En la era de la inteligencia artificial y el copiar y pegar sin miedo, hablar de plagio en las universidades panameñas es como hablarle al viento. Y no, no es porque seamos particularmente creativos a la hora de escribir, sino más bien porque se ha vuelto una especie de deporte nacional académico, un triste deporte donde el estudiante no corre, pero sí corre el riesgo... de que lo descubran.
En la Universidad de Panamá, como en muchas otras instituciones públicas y privadas, el plagio no es novedad. Los estudiantes de hoy, “muchos” no todos, porque todavía hay quienes leen y escriben con dignidad, han convertido la copia en un arte. Y peor aún, lo hacen creyendo que los profesores no se dan cuenta. Otra cosa es que no quieran meterse en el lío de armar una investigación por plagio que, al final, se quede archivada en algún escritorio, en un sobre manila olvidado entre otros casos más graves.

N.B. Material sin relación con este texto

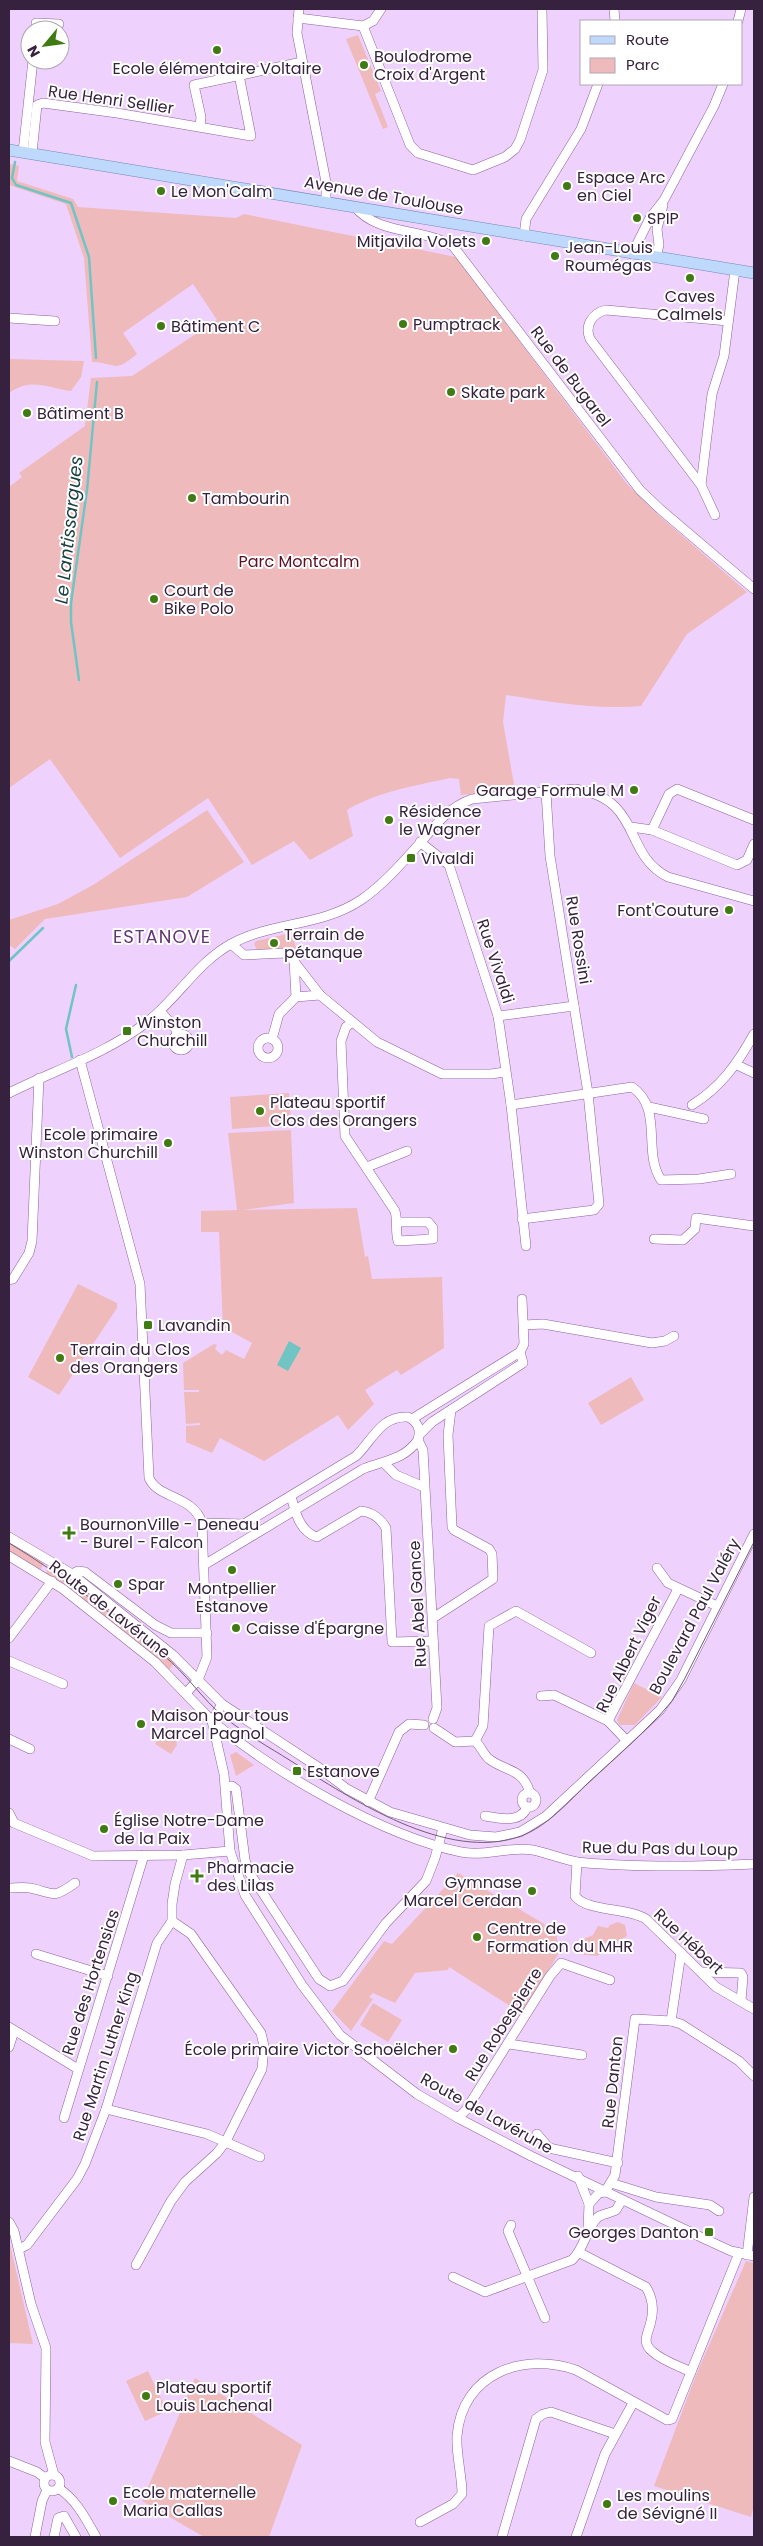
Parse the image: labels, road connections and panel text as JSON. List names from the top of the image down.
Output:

Lo irónico es que en el mismo campus donde se lucha por fomentar la investigación científica y la producción académica, se multiplican los “copywriters de ocasión” que ni saben lo que escribieron. ¿Y qué hacen las autoridades? Bueno, el reglamento está, las sanciones están, pero el seguimiento...
Hablemos claro, plagiar es robar. No hay mucha vuelta que darle, y es que es una forma elegante de delinquir intelectualmente, disfrazada con un Word bien editado. Y sí, en Panamá también es un delito, no solo una falta académica. Lo dice la ley, no yo. Pero aquí seguimos, premiando la mediocridad.